THE COLLECTION
Malik-Verlag, Berlin
Starr Figura, German Expressionism: The Graphic Impulse, New York, The Museum of Modern Art, 2011
Leftist publishing house founded in 1917 by intellectual Wieland Herzfelde; known for its connection to the Berlin Dada movement. Named after the novel Der Malik (The malik) by the Expressionist writer Else Lasker-Schüler. Published the four-page satirical broadsheet Jedermann sein eigner Fussball (Everyone his own soccer ball) (February 15, 1919) and its successor Die Pleite (Bankruptcy) (1919–20), both censored. Also issued the radically leftist periodical Der Gegner (The adversary) (1919–22/24), with contributions by Herzfelde and George Grosz, as well as Herzfelde's brother, artist John Heartfield, among others. After relocating to larger space near the Potsdamer Platz, opened Galerie Grosz in December 1923, enabling Grosz and other artists whose illustrations were published by Malik-Verlag, such as Heartfield, Heinrich Maria Davringhausen, Rudolf Schlichter, and Otto Schmalhausen, to exhibit and sell their works.

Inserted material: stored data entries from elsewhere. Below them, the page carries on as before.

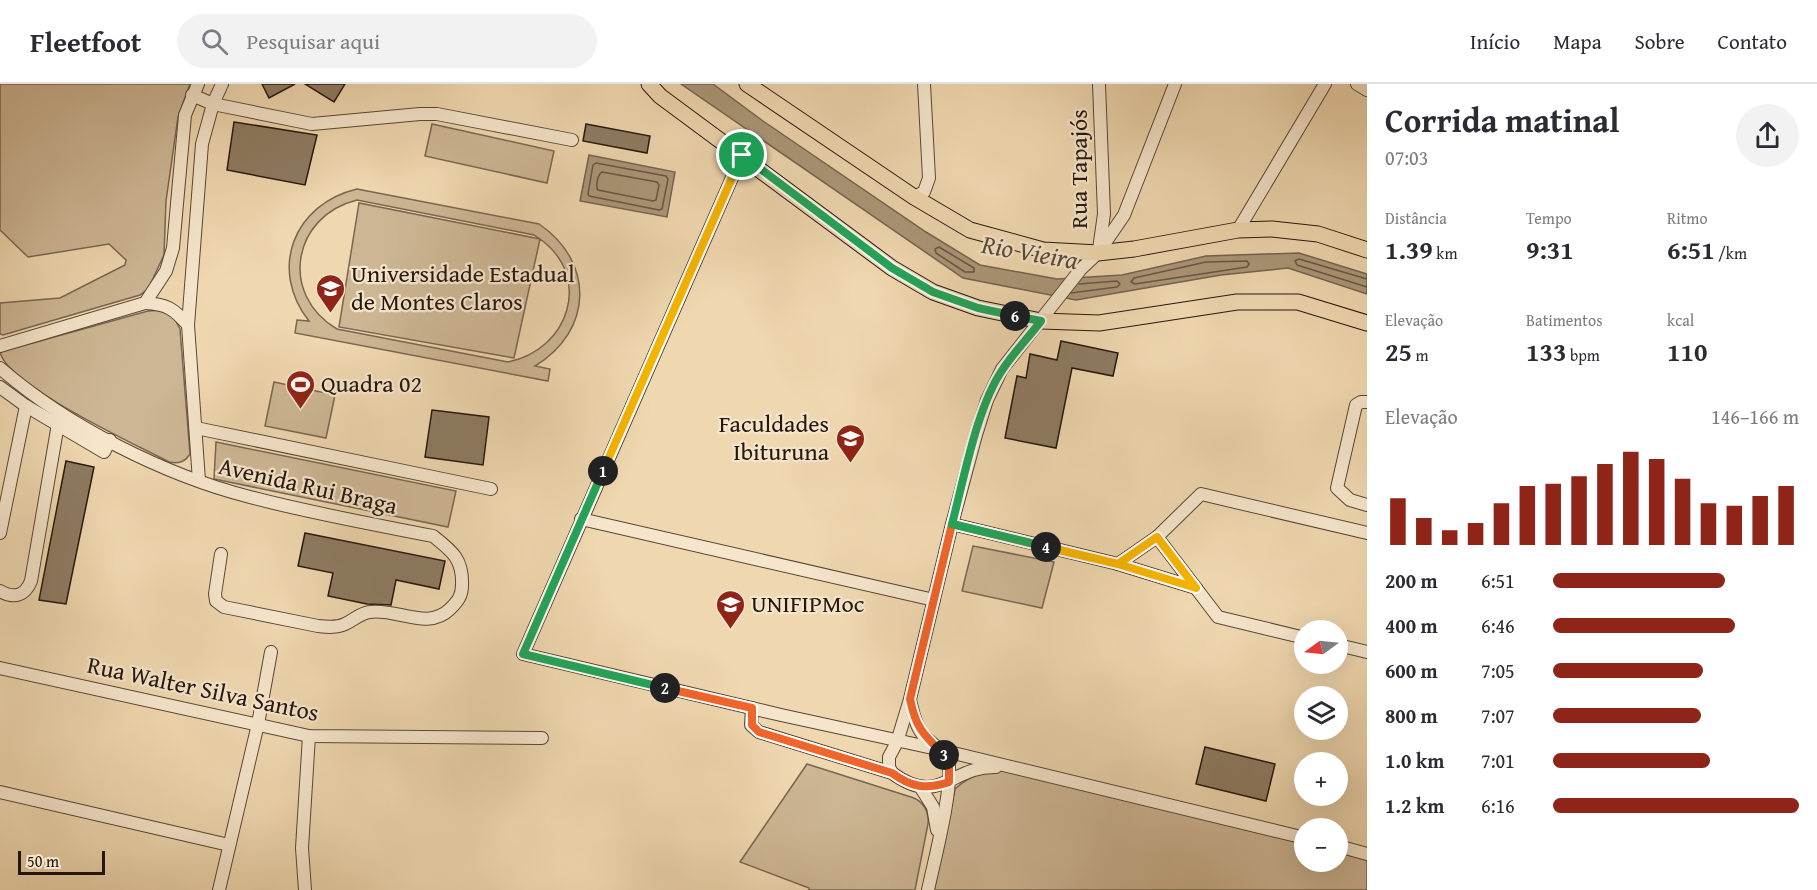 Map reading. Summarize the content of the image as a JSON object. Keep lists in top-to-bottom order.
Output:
{
  "streets": {
    "street": ["Rua Tapajós", "Avenida Rui Braga", "Rua Walter Silva Santos"]
  },
  "water": ["Rio Vieira"],
  "places": {
    "school or university": ["Universidade Estadual de Montes Claros", "Faculdades Ibituruna", "UNIFIPMoc"],
    "sports": ["Quadra 02"]
  },
  "scale_bar": "50 m",
  "north": "left",
  "page": {
    "header": "Fleetfoot",
    "search": "Pesquisar aqui",
    "nav": [
      "Início",
      "Mapa",
      "Sobre",
      "Contato"
    ],
    "heading": ["Corrida matinal", "07:03"],
    "stats": [
      ["Distância", "1.39 km"],
      ["Tempo", "9:31"],
      ["Ritmo", "6:51 /km"],
      ["Elevação", "25 m"],
      ["Batimentos", "133 bpm"],
      ["kcal", "110"]
    ],
    "pins": [
      "6",
      "1",
      "4",
      "2",
      "3"
    ],
    "chart": ["Elevação", "146–166 m"],
    "list": [
      {
        "name": "200 m",
        "note": "6:51"
      },
      {
        "name": "400 m",
        "note": "6:46"
      },
      {
        "name": "600 m",
        "note": "7:05"
      },
      {
        "name": "800 m",
        "note": "7:07"
      },
      {
        "name": "1.0 km",
        "note": "7:01"
      },
      {
        "name": "1.2 km",
        "note": "6:16"
      }
    ],
    "map_buttons": ["+", "−"],
    "scale": "50 m"
  }
} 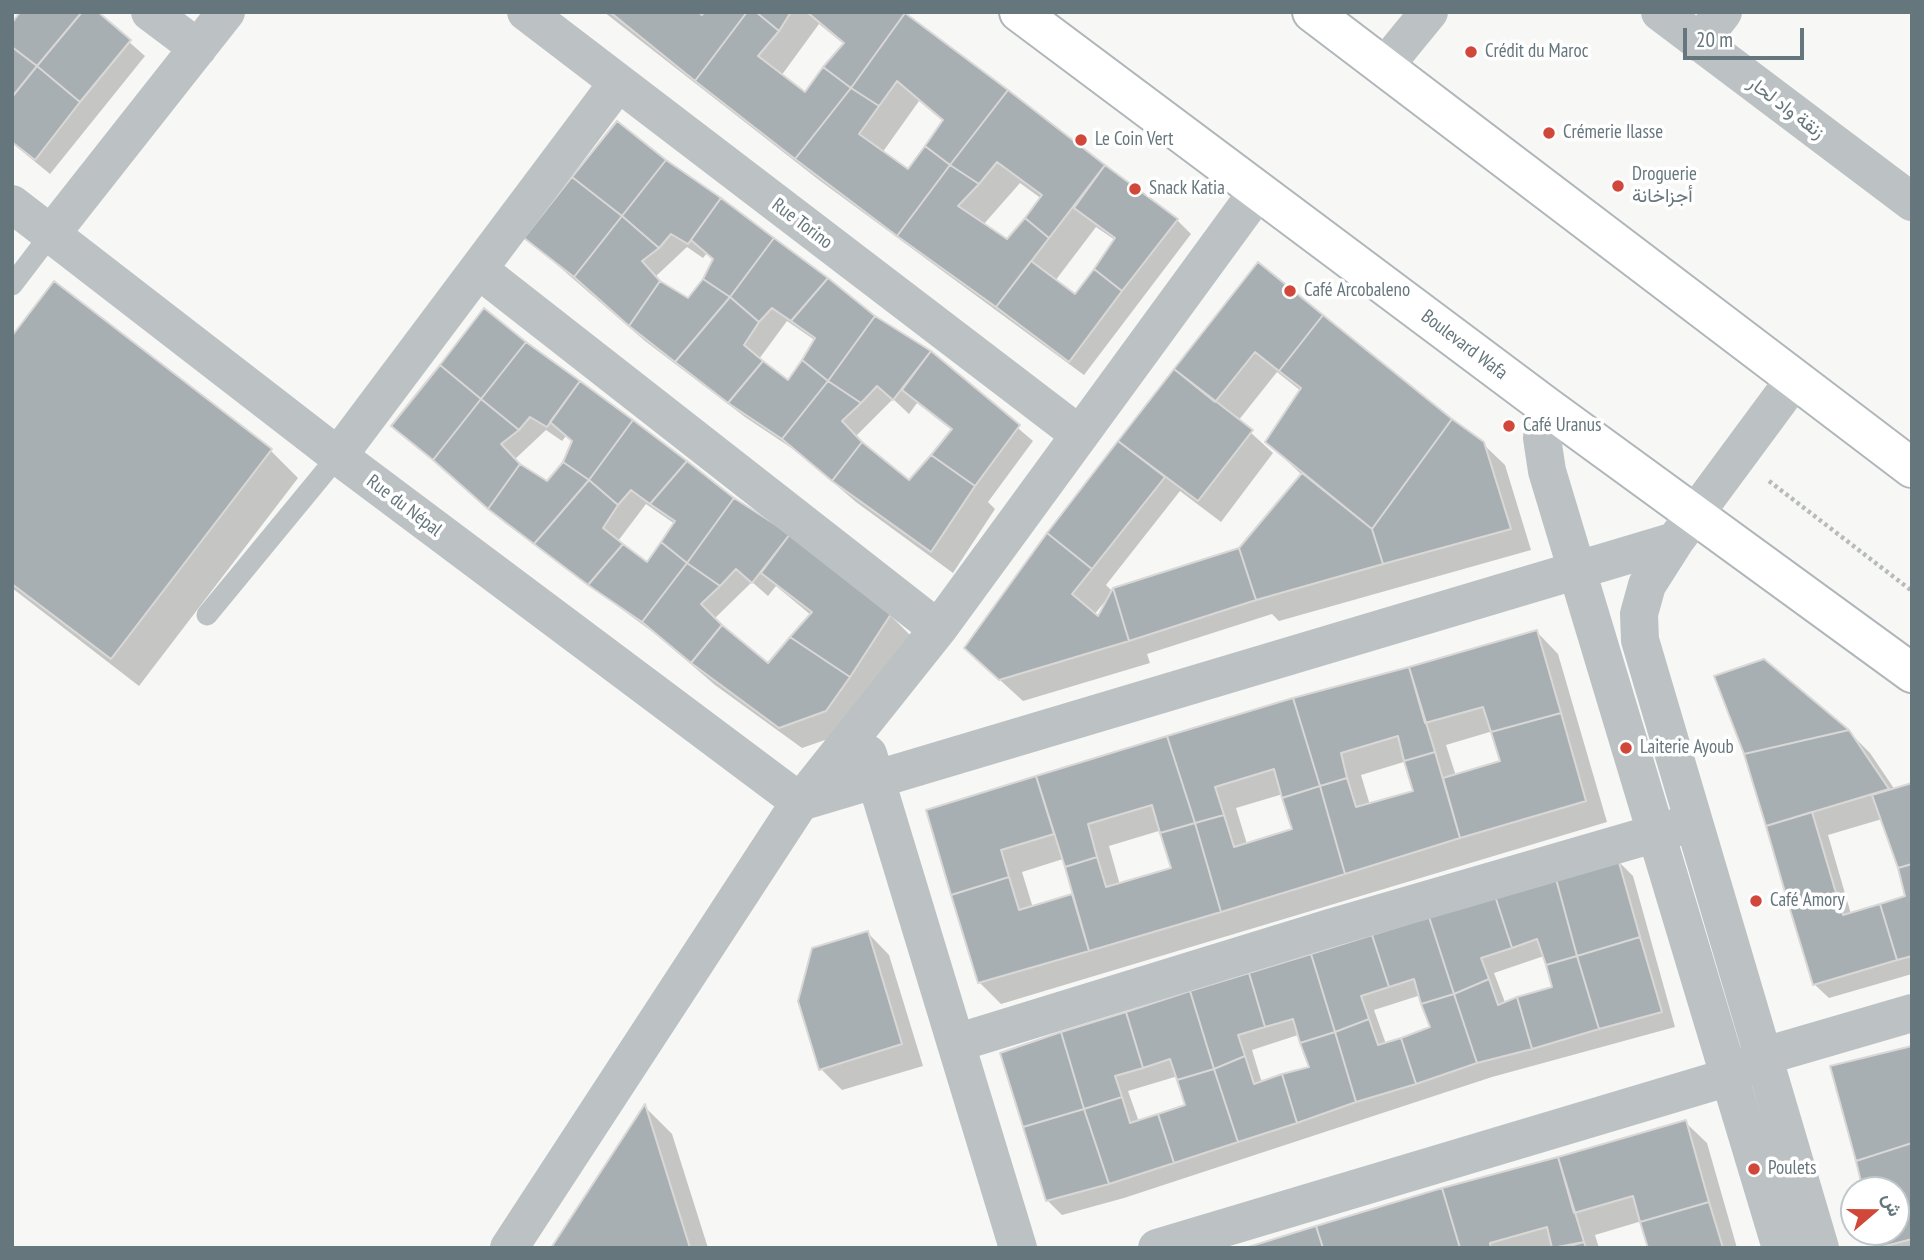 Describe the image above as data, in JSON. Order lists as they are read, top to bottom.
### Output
{
  "streets": {
    "street": [
      "زنقة واد لحار",
      "Rue Torino",
      "Boulevard Wafa",
      "Rue du Népal"
    ]
  },
  "places": [
    "Crédit du Maroc",
    "Crémerie Ilasse",
    "Le Coin Vert",
    "Droguerie أجزاخانة",
    "Snack Katia",
    "Café Arcobaleno",
    "Café Uranus",
    "Laiterie Ayoub",
    "Café Amory",
    "Poulets"
  ],
  "scale_bar": "20 m",
  "north": "right"
} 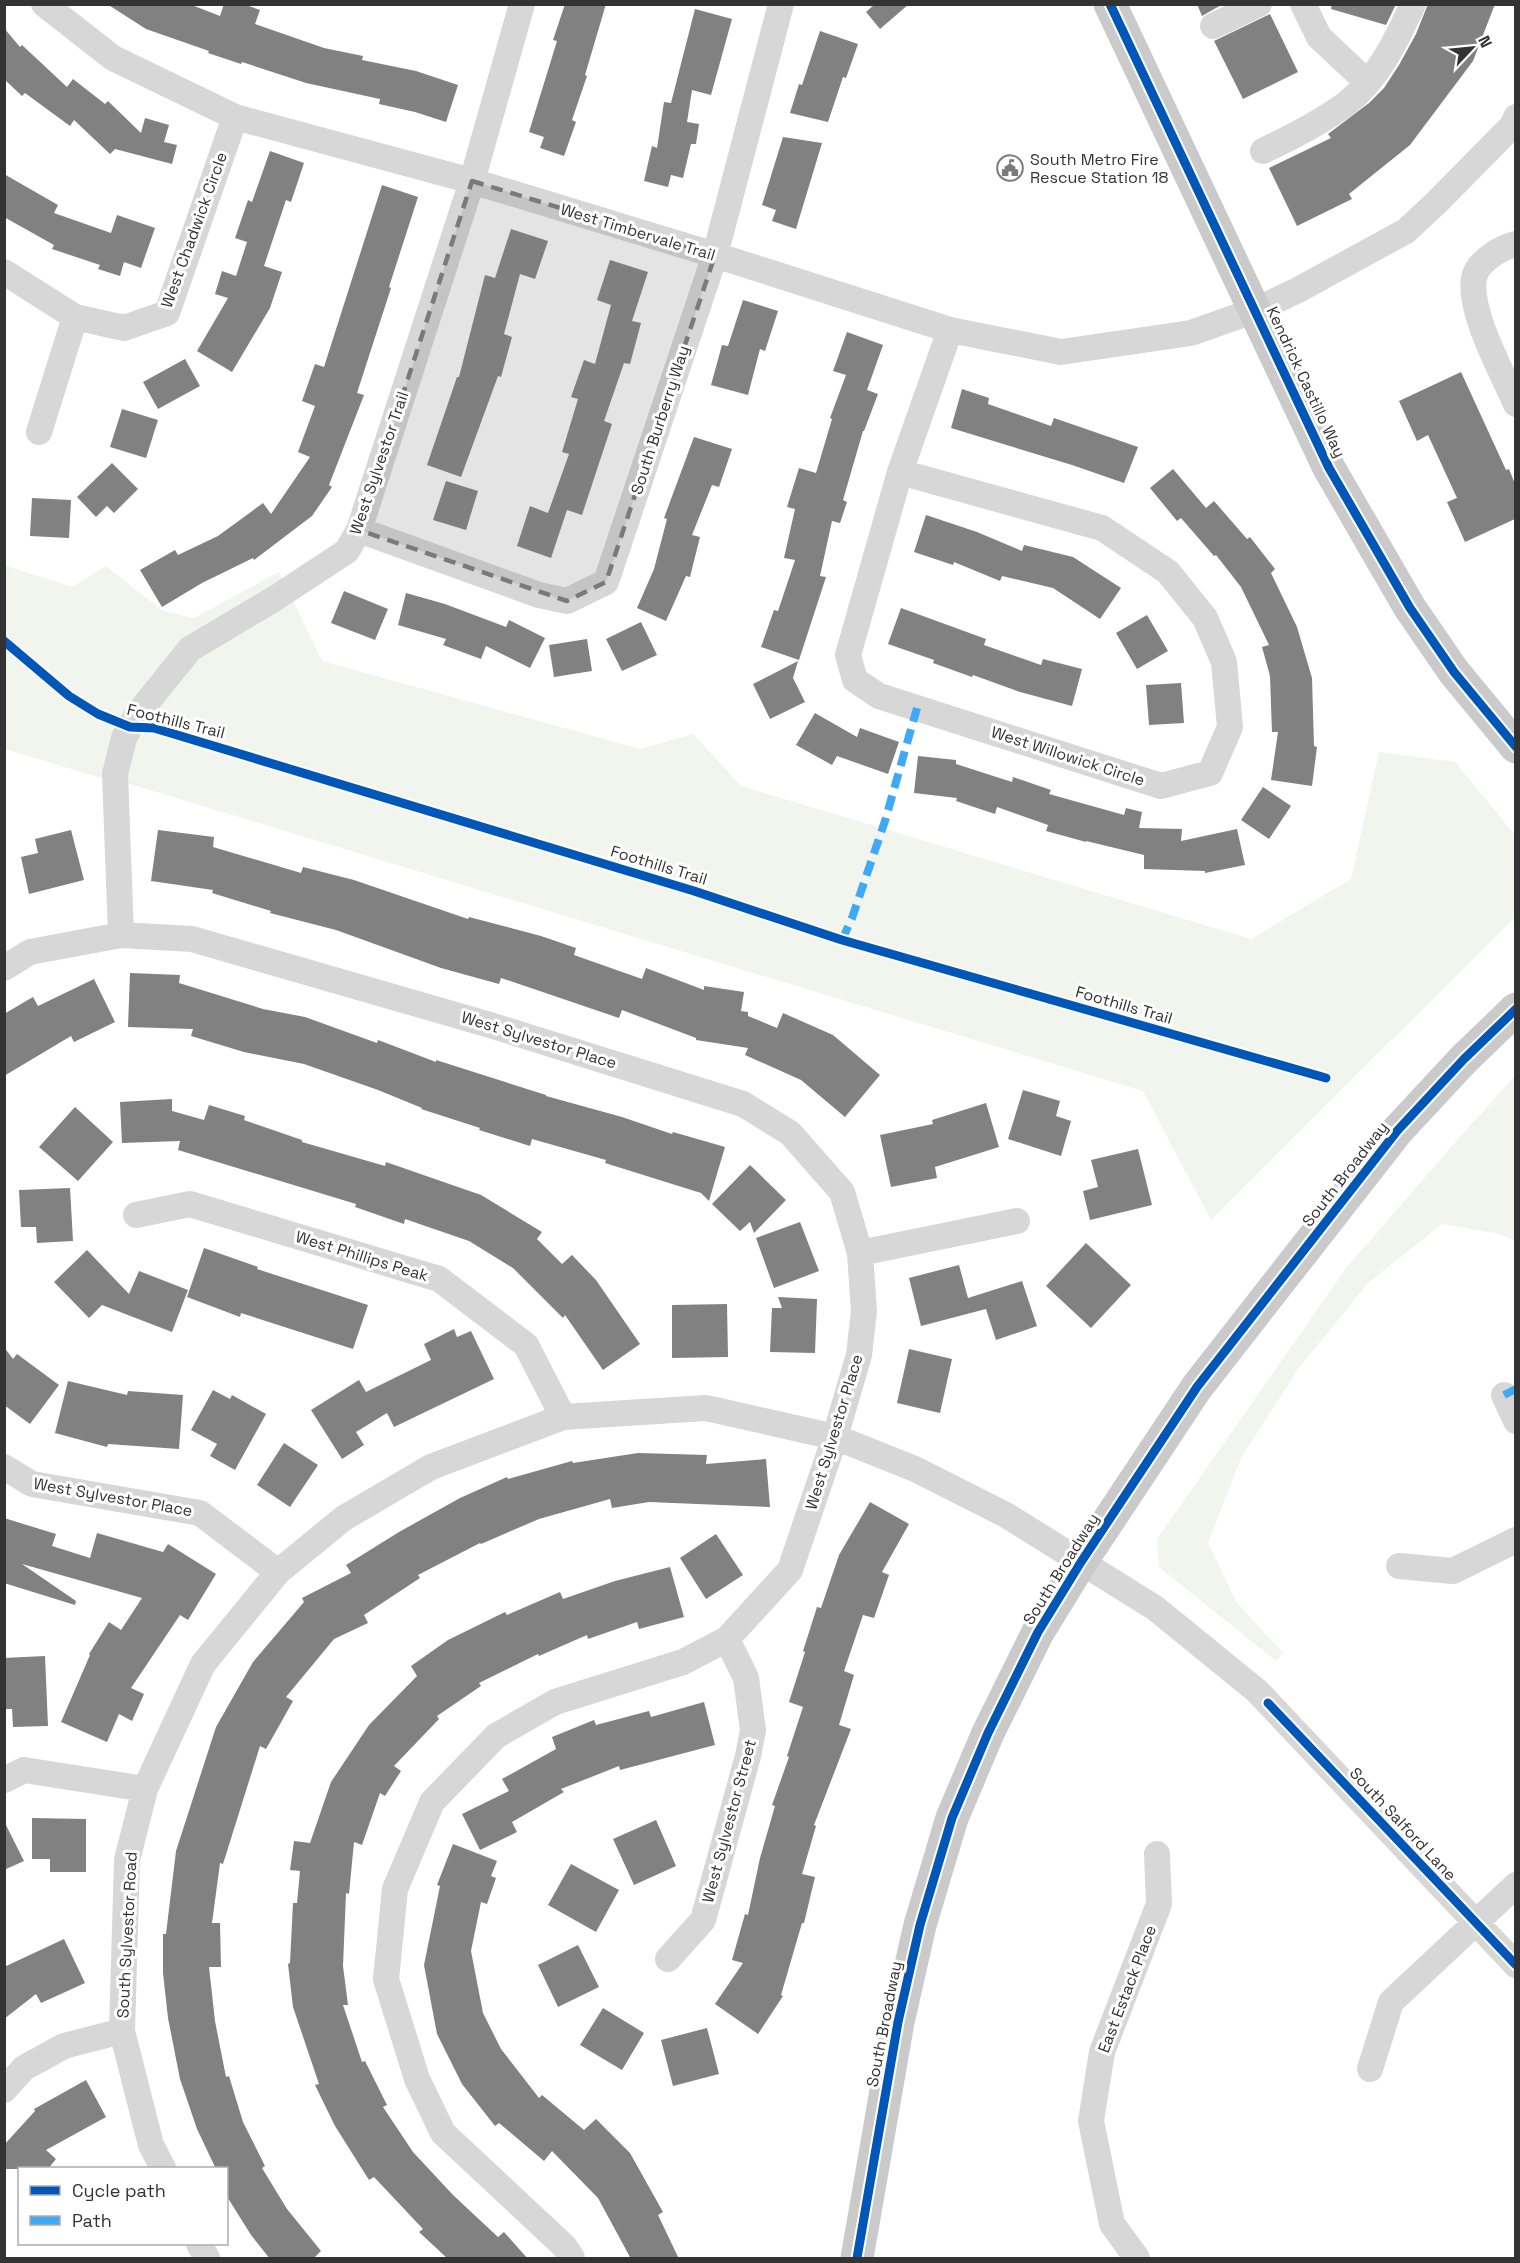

Served primarily as publisher of acerbic, socially critical portfolios and illustrated books by Grosz; issued some ten titles, including God with Us (1920), Ecce Homo (1922), and Background (1928), which resulted in three major censorship trials. Also published numerous books of history, fiction, and theory, typically marked by leftist political agenda. Herzfelde fled to Prague in March 1933; all Malik titles were subject to Nazi confiscation and were included in the infamous book burning of May 10, 1933. Continued publishing activity in exile, first in Prague and, since 1934, also in London. Emigrated to New York in 1939 and cofounded Aurora Press with other German-speaking writers in exile in 1944.
Selected Bibliography
Faure, Ulrich. Im Knotenpunkt des Weltverkehrs: Herzfelde, Heartfield, Grosz und der Malik-Verlag, 1916–1947. Berlin: Aufbau, 1992.
Herzfelde, Wieland, ed. Der Malik-Verlag. Exh. cat. Berlin: Deutsche Akademie der Künste, 1967.